Forcing inlining of instrumentation functions in GCC

Hi,

This question might be a little too esoteric even for GQ on SDMB (or anywhere else for that matter), but I can’t seem to be able to find an answer by searching other forums, and hey this is my home!

I’m running SDE 4.1 GCC 2.96 custom version for MIPS 4k (yeah I know, ancient, but we won’t get into that) and I need to do something rather weird. I need to force inlining of

__cyg_profile_func_enter
__cyg_profile_func_exit

instrumentation function calls that GCC can add with -finstrument-functions. Simply declaring those as “static inline” inside each file has not proved successful - specifically on the assembly dump it still generates the function code and a global address for them, and in each instrumented function I see a “jal __cyg_profile_func_enter” in the beginning and “jal __cyg_profile_func_exit” in the end, i.e. not inlined at all (even those the functions are defined in that very same file and are right there next to it in the assembly dump)

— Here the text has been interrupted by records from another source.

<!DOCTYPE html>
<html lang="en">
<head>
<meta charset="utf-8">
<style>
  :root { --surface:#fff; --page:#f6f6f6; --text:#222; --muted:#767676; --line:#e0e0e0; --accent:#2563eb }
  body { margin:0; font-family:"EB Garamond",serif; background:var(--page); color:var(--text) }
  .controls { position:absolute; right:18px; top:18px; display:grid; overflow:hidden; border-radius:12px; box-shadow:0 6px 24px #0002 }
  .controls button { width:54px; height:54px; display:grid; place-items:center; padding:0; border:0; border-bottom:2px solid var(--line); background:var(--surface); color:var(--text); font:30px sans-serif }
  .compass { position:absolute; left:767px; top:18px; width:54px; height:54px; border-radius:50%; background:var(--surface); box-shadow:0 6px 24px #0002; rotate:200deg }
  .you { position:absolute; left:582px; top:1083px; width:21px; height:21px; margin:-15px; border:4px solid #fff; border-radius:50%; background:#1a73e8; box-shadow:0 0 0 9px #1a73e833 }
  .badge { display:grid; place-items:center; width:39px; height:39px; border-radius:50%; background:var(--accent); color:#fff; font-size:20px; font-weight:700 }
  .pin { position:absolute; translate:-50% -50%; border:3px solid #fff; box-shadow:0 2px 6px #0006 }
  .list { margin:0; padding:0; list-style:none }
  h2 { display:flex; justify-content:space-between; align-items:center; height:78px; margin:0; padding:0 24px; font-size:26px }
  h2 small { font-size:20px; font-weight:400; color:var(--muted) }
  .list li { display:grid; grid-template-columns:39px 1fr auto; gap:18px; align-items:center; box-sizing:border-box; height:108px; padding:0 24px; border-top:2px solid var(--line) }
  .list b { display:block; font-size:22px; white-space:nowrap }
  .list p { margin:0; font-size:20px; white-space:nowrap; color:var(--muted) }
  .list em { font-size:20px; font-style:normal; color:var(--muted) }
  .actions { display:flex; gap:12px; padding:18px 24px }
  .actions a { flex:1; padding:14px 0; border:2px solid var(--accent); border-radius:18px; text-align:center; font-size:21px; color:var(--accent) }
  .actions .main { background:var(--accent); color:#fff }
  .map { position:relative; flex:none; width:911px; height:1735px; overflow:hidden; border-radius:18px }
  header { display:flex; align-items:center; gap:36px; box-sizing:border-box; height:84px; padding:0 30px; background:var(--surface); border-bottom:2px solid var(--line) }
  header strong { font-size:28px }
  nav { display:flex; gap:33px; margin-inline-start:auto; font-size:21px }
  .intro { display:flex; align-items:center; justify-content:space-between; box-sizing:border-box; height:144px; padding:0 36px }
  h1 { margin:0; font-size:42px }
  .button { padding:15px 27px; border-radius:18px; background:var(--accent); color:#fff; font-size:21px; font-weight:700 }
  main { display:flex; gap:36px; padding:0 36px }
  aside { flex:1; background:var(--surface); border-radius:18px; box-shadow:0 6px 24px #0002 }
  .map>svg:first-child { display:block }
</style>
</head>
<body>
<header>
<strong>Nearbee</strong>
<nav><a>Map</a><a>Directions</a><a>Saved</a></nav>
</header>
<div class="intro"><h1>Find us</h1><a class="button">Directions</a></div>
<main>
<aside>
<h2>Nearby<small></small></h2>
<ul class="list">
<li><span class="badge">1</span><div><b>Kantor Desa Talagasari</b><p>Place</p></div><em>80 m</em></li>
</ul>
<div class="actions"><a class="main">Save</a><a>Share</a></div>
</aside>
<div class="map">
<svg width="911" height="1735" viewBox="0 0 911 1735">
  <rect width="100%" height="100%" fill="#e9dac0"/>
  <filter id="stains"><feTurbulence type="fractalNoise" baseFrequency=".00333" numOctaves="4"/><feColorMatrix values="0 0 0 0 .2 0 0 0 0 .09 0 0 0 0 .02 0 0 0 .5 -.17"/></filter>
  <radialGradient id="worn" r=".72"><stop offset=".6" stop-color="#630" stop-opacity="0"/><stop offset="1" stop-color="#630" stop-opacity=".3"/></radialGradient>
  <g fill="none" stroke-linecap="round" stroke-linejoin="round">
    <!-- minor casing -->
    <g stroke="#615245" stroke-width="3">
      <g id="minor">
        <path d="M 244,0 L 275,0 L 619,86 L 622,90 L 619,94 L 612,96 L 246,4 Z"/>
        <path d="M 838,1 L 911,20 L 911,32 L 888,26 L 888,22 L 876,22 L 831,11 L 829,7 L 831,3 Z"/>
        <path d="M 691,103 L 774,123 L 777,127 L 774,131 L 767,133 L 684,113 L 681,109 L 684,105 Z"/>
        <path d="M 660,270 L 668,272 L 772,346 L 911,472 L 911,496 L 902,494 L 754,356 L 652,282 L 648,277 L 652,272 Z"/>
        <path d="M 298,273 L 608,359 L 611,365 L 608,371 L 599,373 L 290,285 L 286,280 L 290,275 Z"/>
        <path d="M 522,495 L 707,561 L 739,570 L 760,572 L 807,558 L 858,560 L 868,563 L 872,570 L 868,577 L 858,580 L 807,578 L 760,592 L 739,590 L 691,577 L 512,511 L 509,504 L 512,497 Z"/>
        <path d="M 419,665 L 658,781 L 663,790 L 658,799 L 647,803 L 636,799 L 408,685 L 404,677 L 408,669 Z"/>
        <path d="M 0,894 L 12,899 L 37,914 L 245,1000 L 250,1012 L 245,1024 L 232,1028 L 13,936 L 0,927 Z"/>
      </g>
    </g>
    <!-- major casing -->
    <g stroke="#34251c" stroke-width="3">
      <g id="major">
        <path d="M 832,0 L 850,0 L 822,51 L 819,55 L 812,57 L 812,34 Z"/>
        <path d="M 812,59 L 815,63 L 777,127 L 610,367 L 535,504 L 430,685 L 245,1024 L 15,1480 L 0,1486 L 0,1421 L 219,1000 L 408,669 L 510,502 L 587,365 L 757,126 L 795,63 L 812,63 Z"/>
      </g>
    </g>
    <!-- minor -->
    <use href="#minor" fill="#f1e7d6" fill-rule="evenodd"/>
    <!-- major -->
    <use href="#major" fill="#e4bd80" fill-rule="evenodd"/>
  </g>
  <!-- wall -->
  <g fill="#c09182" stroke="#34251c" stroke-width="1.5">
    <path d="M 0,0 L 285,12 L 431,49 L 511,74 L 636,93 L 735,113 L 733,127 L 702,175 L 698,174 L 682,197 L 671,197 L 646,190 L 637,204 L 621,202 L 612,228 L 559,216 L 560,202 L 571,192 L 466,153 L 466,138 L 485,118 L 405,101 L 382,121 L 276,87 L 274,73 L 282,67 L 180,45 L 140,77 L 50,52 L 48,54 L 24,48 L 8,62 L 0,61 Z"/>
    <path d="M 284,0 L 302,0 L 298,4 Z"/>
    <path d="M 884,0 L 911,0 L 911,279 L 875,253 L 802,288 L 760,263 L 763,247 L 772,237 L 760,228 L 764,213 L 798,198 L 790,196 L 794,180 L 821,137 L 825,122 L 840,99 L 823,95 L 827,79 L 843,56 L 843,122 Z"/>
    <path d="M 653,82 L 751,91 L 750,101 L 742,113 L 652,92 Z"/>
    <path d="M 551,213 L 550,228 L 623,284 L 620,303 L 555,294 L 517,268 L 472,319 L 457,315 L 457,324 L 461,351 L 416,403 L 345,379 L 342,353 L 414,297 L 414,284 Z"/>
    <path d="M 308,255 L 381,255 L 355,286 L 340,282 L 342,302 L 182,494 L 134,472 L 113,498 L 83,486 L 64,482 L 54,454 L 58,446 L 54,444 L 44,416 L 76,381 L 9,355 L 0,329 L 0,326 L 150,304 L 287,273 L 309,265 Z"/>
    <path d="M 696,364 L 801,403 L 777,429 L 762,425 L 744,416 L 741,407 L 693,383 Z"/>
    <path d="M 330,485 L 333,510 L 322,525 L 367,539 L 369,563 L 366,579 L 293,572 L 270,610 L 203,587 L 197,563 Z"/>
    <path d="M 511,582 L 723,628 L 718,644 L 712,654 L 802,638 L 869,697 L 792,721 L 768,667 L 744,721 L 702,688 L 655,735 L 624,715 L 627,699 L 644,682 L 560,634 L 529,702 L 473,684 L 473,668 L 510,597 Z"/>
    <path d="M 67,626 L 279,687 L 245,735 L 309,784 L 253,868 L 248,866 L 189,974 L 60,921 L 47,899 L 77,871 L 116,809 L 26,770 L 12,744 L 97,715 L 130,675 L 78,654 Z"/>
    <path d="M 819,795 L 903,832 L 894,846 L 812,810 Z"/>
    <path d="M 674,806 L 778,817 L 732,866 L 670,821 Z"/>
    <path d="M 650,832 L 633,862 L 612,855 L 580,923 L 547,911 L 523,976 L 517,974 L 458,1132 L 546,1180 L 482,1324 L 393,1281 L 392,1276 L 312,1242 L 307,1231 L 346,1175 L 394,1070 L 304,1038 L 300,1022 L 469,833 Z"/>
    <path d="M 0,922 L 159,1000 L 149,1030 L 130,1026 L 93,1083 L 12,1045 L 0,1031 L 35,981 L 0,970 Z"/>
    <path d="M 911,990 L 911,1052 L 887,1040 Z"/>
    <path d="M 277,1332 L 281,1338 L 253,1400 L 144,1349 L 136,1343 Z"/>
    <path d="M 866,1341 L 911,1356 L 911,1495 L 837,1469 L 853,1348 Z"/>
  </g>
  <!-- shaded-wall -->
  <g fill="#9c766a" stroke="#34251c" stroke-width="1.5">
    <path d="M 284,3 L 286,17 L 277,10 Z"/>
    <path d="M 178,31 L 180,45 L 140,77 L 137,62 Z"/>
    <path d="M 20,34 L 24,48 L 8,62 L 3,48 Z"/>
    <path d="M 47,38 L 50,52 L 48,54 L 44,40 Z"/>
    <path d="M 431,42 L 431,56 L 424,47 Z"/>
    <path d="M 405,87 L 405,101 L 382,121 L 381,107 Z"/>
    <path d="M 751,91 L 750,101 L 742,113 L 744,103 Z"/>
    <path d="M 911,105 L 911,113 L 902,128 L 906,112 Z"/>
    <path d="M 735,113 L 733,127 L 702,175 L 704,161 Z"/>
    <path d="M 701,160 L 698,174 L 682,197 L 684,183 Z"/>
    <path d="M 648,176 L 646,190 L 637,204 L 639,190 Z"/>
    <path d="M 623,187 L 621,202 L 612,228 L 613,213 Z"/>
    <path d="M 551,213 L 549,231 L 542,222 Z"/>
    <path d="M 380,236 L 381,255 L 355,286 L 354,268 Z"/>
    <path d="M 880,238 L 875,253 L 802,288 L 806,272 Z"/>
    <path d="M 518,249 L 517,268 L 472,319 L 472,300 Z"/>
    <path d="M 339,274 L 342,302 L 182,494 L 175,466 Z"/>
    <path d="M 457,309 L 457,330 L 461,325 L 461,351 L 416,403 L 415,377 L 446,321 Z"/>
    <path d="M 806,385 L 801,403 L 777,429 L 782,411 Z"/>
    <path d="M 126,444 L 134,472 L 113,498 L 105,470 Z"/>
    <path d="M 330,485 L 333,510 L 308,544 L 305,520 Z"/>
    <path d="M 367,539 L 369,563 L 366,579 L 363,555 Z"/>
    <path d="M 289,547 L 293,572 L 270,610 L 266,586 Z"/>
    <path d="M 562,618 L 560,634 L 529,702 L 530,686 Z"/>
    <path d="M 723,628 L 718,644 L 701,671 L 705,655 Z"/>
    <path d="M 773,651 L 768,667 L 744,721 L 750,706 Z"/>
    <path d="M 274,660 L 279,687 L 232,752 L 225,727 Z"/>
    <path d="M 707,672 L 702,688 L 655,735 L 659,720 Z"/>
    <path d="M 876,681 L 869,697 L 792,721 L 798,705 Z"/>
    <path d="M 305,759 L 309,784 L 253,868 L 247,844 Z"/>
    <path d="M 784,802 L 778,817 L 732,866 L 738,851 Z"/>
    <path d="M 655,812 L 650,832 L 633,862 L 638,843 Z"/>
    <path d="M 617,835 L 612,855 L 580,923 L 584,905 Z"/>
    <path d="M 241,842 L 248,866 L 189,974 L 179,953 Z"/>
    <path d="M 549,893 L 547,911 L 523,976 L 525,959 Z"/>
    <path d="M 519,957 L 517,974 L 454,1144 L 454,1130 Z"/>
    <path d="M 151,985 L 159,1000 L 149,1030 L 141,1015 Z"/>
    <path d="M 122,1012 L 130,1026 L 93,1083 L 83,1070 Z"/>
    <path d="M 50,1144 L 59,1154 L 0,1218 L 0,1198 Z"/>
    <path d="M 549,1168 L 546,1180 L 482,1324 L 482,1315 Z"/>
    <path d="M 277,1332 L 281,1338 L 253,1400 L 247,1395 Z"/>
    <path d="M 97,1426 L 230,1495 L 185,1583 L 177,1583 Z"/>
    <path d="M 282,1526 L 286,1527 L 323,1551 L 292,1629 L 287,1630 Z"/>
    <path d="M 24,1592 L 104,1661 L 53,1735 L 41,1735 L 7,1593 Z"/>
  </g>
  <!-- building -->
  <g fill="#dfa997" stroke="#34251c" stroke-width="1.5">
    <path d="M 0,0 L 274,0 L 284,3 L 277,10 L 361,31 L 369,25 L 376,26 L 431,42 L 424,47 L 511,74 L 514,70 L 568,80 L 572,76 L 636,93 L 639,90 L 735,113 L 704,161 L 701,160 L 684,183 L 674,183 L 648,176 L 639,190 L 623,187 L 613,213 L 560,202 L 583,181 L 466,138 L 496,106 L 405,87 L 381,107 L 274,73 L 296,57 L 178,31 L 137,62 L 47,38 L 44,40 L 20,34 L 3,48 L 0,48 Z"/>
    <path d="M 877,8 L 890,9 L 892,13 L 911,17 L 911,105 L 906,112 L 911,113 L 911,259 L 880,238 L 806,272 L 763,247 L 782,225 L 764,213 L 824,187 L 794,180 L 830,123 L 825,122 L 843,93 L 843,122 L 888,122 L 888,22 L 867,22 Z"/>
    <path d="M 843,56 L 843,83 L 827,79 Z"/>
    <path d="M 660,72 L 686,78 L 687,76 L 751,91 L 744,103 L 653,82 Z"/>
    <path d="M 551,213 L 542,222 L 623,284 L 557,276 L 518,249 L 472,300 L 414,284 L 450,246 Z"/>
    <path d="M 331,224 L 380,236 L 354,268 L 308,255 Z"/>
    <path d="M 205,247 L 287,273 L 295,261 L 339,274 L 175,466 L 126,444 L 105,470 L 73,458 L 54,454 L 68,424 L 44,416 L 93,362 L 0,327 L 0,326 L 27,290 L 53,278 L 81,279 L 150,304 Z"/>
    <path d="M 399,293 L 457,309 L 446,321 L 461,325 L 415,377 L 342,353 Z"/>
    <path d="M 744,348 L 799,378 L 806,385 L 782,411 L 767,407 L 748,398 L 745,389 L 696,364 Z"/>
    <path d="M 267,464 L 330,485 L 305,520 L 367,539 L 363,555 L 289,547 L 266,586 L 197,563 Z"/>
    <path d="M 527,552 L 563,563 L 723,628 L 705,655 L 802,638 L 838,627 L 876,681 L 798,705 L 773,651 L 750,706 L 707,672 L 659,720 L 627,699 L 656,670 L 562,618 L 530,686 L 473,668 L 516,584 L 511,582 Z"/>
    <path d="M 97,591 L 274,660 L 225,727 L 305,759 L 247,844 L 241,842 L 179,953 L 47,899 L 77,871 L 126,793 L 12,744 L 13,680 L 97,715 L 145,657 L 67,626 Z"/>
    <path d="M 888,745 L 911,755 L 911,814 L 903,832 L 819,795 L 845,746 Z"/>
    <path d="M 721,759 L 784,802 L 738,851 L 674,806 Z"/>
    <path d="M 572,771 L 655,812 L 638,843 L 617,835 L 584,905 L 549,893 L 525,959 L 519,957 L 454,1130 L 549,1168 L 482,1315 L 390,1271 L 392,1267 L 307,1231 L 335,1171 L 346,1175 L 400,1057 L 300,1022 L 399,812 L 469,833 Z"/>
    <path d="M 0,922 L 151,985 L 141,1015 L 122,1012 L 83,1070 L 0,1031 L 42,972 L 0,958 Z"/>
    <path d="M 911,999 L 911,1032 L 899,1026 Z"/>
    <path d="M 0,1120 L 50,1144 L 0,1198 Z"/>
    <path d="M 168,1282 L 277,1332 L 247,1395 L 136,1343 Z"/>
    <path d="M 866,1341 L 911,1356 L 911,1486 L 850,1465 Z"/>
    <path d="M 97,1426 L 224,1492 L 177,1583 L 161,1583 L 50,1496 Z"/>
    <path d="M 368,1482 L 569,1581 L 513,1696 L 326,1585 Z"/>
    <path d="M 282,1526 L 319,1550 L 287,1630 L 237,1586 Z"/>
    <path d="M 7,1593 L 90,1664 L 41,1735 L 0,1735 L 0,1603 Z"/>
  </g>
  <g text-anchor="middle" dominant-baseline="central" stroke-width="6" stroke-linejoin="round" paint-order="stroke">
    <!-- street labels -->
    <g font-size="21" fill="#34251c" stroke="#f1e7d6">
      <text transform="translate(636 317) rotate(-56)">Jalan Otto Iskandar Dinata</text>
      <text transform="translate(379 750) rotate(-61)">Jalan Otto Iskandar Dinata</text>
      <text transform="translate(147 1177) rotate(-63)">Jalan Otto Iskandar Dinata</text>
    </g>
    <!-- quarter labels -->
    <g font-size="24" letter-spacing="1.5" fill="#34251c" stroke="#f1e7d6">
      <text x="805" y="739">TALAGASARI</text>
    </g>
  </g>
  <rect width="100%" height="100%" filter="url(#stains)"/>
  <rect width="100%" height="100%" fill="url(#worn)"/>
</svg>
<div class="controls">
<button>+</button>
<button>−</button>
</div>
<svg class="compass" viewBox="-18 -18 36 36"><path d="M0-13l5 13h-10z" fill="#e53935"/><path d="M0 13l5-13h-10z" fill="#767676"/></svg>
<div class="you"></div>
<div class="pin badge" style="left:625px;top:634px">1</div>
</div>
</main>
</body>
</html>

Now, I don’t have an environment handy for compiling this particular version of GCC, nor can I find the sources right now (and using other versions, even slightly, has proved unsuccessful in the past). Besides, diving into GCC sources head first is a good way to earn oneself an aneurism. What I am willing to settle for is a way to insert/generate function entry/exit inline code into about a million lines of C code. I’m willing to write this code myself in assembly if need be, but I don’t want to change the build environment too much.

Any suggestions on how to force GCC to either inline those functions or how to force it to generate my own custom profiling code?
Thank you very much,

Best regards,

Groman
P.S. Bonus lightning round question: Does anybody know of a trick to inform each function during the linking stage what section it gets linked into? (Using GCC + GNU LD, optimally) Something like automatically putting a static var __ld_section; into each function and then having LD backpatch all those with the section address or something along those lines? In my custom profiling code I will need to know what object file section it got loaded from somehow.

Does it have to be an inline function, or can you use a macro? Macros will definitely expand inline, though if you need the function for its return value it may not be trivial to convert the function statement(s) to an expression.

Well, I would love a macro but I don’t see a way to force a MACRO to automatically expand in the beginning and end of every of some several thousand functions, other than putting it in by hand, and even then, this being reasonably standard C it would have to somehow expand into code that’s guaranteed to run before any declarations of the form “int i = blah();” at the top of the function. I do not think C guarantees that the first variable declaration’s initial value gets evaluated first, does it?

Ah, I understand now. I don’t know what the standard says (or, more important, what your version of gcc does) for variable initialization order, though you may be able to figure it out by experimentation. But I think that the “;”, even following a variable declaration, is a sequence point, meaning that the side effects of the preceding statement must be complete before the following statement begins. So manually adding the entry and exit code in every function should capture variable initialization as well. (This is not strict ANSI C, since ANSI requires declaration/initialization before code; but unless you’re using -pedantic gcc should allow it.)

I guess you could still use macros at the calling side, though it would be very ugly. (Replace all “a=f(b)” with “(ENTRY,a=f(b),EXIT,a)” where ENTRY and EXIT are the profiling functions.)

Is “inline” even supported by your version of gcc? Are you using -ansi or some similar -std? I suppose you’ve read the gcc man, but just in case:

There may also be options controlling the maximum size of inlined functions (there are on my gcc, but your version may differ).

Have you looked at the actual linked code to see what’s happening? The inlining may be done by the linker, so you wouldn’t necessarily see it in the per-file assembly dump.

Like you said, if each variable initialization is a separate statement, the compiler will honor the order of statements. IIRC, the C++ standard doesn’t even specify in what order function parameters will be evaluated, so that’s where you see cross-compiler variation.